**Goal of the exercise:** Say how many lines in the entries below have the word "turn" in them, giving only the number.
[[ Records open ]]
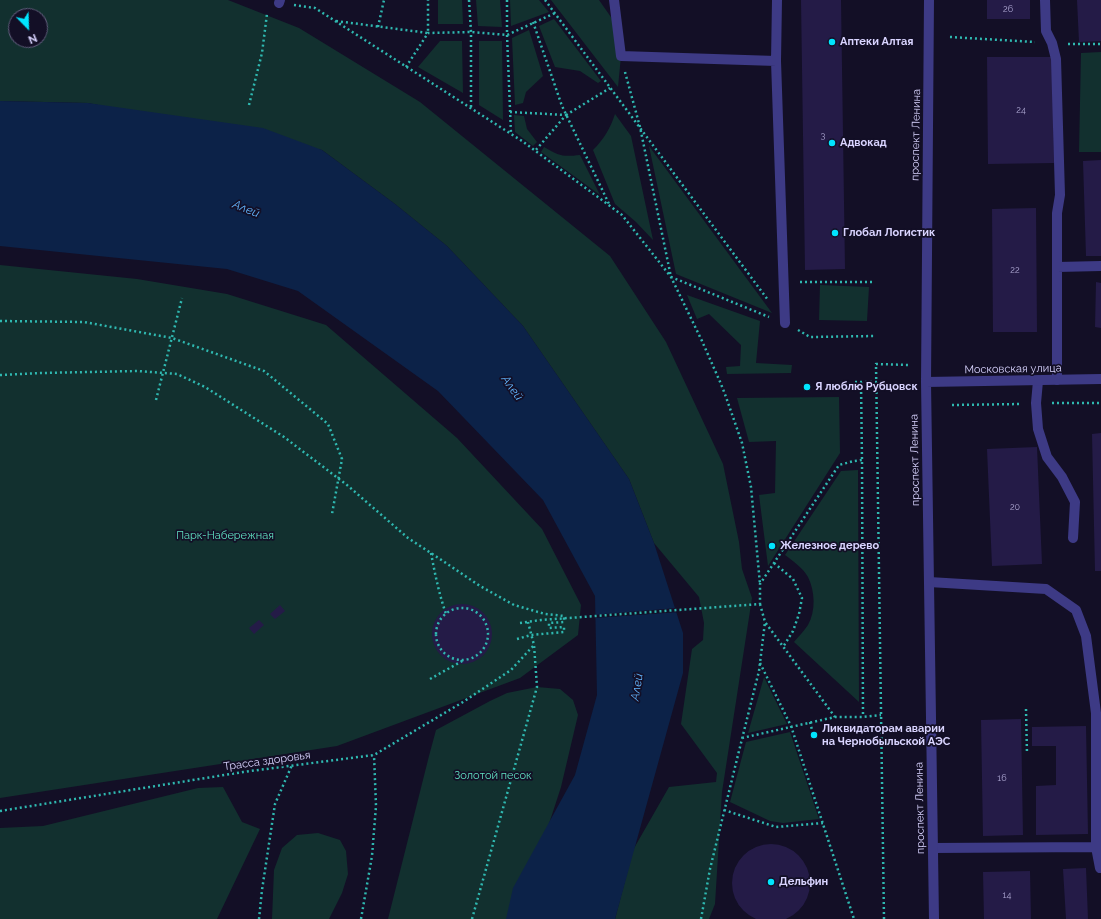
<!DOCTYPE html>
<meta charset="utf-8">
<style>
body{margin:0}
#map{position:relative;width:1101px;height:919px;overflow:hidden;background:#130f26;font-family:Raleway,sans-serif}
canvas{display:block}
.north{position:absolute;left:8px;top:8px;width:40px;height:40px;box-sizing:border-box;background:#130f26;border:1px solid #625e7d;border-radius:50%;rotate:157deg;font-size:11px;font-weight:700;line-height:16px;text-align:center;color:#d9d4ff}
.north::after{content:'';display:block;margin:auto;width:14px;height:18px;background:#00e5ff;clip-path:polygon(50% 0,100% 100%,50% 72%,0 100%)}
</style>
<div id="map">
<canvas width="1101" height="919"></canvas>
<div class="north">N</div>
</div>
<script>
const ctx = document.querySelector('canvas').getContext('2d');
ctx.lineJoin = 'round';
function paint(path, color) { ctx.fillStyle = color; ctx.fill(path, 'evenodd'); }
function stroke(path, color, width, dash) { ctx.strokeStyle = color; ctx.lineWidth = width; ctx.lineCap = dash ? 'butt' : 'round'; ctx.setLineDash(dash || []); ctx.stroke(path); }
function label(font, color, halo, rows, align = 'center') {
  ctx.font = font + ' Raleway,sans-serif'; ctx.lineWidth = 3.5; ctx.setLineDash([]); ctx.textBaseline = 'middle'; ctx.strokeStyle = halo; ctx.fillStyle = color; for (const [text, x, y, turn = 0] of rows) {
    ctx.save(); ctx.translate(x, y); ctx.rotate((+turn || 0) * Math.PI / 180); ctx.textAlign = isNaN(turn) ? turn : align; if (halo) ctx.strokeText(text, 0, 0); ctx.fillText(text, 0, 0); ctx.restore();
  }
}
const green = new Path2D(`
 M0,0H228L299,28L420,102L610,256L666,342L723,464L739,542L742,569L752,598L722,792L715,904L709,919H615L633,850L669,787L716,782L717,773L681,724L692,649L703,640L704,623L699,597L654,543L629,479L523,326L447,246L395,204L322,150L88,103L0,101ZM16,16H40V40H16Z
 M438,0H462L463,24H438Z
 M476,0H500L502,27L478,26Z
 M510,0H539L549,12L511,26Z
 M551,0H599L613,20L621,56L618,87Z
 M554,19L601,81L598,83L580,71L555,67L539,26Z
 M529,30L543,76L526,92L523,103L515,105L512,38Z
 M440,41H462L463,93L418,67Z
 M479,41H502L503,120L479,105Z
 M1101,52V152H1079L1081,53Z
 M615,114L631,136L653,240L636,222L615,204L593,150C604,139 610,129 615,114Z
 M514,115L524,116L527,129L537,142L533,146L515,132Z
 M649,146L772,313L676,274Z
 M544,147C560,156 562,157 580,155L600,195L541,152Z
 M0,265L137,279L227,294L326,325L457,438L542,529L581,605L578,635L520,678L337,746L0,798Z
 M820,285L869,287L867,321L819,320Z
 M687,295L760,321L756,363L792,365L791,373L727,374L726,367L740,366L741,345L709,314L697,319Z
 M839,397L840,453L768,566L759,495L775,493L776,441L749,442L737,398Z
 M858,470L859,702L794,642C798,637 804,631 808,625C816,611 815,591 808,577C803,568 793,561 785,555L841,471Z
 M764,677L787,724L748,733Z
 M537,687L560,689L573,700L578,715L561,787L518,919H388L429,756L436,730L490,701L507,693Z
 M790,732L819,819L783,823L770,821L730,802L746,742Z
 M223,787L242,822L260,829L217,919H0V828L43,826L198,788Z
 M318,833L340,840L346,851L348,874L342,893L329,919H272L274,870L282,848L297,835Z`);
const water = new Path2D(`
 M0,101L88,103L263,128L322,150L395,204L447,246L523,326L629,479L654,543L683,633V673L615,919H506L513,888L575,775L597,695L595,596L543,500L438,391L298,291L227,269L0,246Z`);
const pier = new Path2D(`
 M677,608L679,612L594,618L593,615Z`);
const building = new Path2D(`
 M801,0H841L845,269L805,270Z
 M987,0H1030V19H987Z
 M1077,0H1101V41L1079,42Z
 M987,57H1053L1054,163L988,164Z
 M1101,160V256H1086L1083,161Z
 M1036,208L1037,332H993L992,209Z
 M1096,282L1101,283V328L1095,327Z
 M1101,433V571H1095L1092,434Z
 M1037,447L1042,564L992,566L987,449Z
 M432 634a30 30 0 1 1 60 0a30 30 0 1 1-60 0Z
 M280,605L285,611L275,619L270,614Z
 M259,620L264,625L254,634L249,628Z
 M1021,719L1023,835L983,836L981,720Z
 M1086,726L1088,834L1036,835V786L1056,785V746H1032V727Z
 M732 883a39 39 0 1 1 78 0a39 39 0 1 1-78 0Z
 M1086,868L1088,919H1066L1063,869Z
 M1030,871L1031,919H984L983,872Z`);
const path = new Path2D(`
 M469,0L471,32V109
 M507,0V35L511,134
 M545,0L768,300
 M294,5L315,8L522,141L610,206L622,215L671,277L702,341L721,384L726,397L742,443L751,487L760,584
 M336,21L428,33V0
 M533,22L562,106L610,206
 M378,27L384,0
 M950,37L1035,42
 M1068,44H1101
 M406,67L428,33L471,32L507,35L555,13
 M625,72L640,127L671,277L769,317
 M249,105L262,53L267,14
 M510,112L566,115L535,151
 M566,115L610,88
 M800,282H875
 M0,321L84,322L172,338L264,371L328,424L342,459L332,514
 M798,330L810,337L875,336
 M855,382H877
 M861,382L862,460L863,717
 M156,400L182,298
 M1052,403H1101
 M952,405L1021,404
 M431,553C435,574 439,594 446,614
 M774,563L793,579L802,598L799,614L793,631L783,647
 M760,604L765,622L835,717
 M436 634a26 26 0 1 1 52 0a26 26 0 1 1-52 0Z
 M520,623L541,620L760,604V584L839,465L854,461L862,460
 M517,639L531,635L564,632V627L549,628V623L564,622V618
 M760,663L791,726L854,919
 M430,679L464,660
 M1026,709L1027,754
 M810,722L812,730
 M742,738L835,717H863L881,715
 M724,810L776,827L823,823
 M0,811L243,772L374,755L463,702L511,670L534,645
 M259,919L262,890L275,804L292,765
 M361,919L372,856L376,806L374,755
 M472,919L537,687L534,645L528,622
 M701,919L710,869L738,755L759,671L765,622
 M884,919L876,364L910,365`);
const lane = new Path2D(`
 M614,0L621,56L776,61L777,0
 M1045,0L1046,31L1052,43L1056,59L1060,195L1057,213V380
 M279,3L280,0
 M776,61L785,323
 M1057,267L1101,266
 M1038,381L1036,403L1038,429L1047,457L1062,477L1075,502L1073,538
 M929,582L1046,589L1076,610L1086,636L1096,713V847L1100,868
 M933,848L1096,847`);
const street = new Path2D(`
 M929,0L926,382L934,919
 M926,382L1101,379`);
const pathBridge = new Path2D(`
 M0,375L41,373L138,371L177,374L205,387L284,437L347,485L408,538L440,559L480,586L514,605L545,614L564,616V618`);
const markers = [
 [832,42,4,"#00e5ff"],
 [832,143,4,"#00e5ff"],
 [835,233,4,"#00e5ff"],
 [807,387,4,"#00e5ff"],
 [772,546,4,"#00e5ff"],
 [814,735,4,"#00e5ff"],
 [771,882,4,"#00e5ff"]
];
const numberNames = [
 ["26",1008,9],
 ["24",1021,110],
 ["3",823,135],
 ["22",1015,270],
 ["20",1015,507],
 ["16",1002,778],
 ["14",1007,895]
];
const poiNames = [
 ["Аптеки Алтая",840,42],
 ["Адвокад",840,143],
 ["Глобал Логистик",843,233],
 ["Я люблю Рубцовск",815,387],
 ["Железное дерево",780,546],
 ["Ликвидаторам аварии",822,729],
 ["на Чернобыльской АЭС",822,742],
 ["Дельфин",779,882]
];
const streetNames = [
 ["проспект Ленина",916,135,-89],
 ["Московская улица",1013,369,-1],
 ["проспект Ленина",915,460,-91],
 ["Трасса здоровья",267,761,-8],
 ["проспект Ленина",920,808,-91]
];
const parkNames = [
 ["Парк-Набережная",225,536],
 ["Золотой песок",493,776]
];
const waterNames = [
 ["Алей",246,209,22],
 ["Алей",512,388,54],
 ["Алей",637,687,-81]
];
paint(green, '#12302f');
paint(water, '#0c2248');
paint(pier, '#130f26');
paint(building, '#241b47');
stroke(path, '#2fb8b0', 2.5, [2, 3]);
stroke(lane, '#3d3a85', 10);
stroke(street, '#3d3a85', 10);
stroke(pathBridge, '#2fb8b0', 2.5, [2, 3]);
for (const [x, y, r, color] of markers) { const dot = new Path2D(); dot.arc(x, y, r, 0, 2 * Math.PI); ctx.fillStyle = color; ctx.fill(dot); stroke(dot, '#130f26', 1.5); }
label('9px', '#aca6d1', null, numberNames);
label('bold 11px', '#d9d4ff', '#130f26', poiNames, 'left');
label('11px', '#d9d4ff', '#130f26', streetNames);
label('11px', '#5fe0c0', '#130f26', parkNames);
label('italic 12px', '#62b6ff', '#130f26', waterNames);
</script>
[[ Records closed ]]
**Response area:** 2